Hi, Sara. We did at first normalize by overall gene length, the bulk of which is of course intronic. We’re currently working on a more thorough and larger project with this data as well as our earlier autism TE data, expanding to look at differences in gene length, amino acid length, as well as variations across TE types. According to our prelims so far, sz and autism genes are very similar in their characteristics in terms of increased TE content, larger gene size, and even longer amino acid length. In answer to your question though, when the TE content is normalized by gene size, there’s still about a 20% increase in the number of TEs as compared to randomized controls. However, for the above “attempted” article, as well as our earlier autism TE article, we opted to just focus on absolute numbers per gene, since genes are not just strands of nucleotides but have very characteristic landmarks and features, such that the nature of an exon is quite different from an intron or intergenic sequences. So the idea that, even if the normalization by size had lost us our lovely p-value, it would have still been of considerable note that the TE content was grouping within target regions, e.g., introns, and that these have significance for the stability of those regions.

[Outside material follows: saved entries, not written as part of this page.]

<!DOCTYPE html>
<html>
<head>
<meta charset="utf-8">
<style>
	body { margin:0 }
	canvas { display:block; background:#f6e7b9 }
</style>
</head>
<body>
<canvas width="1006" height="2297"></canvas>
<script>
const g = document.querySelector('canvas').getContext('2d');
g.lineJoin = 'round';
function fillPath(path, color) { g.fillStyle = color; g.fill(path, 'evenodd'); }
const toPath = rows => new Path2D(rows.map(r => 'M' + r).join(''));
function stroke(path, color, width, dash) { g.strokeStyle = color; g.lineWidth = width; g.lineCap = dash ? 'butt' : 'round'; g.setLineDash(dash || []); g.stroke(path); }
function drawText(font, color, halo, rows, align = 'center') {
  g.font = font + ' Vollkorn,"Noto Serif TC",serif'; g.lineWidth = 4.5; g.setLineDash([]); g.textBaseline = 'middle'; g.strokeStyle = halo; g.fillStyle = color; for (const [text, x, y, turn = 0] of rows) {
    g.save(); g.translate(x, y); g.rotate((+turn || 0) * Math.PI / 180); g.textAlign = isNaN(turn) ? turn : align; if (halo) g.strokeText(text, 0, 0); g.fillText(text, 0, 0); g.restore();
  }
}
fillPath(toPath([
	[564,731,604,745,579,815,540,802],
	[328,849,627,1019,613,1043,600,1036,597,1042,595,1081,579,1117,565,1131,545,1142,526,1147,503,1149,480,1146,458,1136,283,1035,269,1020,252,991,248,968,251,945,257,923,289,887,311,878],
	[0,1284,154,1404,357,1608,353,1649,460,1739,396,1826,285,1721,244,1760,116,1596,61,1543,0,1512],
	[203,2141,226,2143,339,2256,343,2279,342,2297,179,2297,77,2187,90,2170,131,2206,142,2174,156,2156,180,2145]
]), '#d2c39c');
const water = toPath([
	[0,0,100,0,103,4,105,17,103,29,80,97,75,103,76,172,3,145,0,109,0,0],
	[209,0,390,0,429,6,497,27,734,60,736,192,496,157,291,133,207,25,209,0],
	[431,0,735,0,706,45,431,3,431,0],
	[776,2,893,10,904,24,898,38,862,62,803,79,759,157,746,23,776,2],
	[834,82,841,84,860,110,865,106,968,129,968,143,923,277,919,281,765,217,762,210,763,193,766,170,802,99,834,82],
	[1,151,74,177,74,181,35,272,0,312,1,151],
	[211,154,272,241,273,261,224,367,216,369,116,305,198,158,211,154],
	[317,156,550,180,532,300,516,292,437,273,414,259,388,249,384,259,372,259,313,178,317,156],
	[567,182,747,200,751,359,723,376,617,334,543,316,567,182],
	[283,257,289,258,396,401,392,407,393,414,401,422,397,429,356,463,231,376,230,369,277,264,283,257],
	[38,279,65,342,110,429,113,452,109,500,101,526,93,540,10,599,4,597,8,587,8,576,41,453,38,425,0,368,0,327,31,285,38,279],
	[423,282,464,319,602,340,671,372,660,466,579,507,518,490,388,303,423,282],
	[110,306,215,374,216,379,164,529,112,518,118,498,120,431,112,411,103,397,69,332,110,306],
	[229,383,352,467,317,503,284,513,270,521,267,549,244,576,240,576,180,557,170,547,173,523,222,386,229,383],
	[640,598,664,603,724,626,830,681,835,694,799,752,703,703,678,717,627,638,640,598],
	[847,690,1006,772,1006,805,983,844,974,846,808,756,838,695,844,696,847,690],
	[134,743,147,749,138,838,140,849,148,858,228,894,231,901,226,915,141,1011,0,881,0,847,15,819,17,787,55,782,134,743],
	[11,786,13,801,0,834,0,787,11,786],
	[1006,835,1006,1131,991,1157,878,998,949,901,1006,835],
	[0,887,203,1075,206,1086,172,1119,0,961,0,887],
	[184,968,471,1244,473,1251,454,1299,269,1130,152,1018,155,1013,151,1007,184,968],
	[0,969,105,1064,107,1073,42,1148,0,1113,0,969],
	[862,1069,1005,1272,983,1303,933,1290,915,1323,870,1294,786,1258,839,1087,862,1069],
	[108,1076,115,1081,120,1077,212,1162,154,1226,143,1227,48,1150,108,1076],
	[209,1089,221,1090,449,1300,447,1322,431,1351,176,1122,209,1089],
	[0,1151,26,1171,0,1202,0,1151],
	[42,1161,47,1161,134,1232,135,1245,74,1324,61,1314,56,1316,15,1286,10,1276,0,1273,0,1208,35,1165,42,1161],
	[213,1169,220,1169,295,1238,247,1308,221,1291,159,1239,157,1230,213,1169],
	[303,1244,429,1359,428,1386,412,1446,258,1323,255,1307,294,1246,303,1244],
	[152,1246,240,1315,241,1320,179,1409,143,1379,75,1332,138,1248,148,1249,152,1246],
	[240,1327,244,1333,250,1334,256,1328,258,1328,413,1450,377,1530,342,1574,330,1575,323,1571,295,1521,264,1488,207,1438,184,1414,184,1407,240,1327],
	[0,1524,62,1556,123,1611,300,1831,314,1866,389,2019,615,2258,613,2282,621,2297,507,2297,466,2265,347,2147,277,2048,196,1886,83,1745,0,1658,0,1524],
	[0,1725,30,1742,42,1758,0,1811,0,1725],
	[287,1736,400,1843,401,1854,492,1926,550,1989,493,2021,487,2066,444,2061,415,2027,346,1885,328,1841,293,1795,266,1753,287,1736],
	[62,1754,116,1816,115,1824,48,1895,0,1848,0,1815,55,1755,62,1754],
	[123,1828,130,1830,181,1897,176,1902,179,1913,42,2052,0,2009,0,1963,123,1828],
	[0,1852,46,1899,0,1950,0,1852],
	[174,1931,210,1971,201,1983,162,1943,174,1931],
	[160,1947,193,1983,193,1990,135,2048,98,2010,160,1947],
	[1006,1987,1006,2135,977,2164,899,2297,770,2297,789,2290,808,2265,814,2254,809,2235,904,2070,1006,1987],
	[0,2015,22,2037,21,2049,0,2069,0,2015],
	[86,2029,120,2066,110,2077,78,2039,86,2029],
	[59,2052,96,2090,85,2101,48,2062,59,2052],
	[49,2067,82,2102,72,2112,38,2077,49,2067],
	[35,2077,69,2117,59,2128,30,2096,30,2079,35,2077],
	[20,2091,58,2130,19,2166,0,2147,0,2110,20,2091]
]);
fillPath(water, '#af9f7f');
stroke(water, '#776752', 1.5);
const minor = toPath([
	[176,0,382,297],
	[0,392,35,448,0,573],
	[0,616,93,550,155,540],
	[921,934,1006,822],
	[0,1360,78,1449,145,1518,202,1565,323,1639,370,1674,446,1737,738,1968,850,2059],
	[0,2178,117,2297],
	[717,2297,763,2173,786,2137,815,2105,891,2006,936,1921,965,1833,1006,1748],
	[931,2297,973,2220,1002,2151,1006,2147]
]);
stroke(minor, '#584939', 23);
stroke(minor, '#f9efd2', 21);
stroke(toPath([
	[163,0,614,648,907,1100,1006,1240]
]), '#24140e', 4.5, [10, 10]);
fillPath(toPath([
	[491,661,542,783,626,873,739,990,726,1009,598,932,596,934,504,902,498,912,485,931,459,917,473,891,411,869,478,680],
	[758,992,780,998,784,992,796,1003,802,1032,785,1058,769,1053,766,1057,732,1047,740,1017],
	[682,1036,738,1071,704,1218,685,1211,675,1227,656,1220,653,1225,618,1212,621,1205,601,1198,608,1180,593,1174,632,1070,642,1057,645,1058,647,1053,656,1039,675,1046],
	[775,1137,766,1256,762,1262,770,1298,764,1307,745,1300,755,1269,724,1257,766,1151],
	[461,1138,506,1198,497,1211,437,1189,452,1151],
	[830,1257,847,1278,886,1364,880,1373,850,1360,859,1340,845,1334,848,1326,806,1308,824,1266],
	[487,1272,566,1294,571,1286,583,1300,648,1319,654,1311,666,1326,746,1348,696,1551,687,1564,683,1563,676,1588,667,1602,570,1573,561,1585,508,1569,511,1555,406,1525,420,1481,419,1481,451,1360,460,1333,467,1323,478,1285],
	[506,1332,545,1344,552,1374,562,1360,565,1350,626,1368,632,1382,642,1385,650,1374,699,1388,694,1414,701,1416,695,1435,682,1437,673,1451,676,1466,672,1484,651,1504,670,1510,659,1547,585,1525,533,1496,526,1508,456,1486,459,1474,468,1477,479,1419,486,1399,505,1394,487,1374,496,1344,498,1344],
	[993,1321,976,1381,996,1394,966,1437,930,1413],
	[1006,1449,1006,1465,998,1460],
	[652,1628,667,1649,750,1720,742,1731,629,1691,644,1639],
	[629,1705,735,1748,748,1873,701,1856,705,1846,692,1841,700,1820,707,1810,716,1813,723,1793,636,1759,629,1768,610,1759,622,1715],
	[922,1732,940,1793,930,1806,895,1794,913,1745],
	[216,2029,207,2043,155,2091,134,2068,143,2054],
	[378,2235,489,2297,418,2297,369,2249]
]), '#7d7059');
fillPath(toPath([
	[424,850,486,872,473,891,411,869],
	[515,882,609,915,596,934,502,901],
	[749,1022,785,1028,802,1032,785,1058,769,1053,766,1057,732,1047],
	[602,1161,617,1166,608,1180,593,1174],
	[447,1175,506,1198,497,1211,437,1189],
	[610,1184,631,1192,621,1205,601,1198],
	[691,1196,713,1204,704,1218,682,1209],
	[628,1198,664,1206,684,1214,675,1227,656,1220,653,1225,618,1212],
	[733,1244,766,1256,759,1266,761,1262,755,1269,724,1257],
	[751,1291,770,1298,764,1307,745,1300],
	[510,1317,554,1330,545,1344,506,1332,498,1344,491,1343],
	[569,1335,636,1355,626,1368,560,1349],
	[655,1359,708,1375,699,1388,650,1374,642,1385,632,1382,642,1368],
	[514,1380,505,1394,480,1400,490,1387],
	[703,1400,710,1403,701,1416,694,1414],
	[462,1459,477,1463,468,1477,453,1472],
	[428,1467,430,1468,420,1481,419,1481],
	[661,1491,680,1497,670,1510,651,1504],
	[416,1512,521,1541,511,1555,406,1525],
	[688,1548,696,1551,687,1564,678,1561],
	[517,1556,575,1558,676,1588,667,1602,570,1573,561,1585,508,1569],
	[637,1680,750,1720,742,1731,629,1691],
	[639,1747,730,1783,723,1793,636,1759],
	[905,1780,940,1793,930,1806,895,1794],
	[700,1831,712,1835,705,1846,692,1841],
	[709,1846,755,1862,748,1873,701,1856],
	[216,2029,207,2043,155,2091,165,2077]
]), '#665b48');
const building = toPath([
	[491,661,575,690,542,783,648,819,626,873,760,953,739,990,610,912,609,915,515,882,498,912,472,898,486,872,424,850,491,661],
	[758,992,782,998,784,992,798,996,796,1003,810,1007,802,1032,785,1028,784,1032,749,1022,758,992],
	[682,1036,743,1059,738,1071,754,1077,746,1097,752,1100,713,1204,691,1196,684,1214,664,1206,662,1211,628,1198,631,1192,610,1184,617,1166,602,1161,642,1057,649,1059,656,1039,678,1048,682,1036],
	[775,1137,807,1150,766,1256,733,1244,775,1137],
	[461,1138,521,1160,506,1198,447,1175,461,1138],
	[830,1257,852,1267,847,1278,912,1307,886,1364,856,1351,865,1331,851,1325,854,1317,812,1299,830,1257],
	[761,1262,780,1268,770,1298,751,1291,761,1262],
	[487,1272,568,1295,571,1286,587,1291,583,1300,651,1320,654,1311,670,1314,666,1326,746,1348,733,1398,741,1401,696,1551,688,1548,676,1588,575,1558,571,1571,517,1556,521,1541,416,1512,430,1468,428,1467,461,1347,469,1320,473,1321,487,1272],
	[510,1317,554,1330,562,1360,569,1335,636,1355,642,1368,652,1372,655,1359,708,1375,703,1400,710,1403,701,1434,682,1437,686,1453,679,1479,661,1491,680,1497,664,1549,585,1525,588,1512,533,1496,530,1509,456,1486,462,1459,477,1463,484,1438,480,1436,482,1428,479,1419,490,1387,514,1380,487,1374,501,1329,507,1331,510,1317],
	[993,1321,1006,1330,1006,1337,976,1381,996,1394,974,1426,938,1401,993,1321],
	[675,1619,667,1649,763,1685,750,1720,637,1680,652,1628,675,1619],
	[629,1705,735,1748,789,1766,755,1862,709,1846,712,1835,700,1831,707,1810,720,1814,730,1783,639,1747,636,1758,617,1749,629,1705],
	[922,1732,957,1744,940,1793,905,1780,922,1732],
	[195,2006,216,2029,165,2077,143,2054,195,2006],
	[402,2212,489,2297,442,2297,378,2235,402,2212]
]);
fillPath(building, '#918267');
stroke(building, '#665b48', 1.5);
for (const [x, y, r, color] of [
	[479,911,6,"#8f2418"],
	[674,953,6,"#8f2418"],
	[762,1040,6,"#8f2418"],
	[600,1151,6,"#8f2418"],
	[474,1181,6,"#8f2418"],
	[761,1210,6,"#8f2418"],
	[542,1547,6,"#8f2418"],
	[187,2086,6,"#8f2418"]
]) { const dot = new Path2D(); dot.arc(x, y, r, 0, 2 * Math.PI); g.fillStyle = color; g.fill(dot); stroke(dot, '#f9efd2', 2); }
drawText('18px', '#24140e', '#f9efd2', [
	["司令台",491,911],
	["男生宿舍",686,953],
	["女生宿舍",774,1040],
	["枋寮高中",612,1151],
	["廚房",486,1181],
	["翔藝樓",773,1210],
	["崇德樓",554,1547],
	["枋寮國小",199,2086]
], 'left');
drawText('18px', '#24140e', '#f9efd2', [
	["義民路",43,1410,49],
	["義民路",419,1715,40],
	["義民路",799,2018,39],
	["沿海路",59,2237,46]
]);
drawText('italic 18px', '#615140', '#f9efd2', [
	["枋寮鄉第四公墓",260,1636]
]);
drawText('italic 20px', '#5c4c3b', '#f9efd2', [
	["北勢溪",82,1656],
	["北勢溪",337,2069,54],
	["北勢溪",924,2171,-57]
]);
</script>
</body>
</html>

We’ll definitely be publishing a more thorough study on schizophrenia and autism in future, so check back in a few months. Thanks for asking. 🙂
Thanks for the great response! I completely agree that whether or not the length of the gene reduces the significance, it’s still interesting that TEs are enriched in these genes. For full disclosure I’m working on a similar project (which is how I happened onto your blog), and we see a similar effect. Can’t wait to see your paper when it comes up.
Hey, that’s great! The more attention paid to these underrated genetic elements, the better. Likewise, I’d love to see some of your work in future. Please drop me a line or a link. Always love to know what’s happening in different parts of the field.
I forgot to add… this is a great report, thanks for sharing it!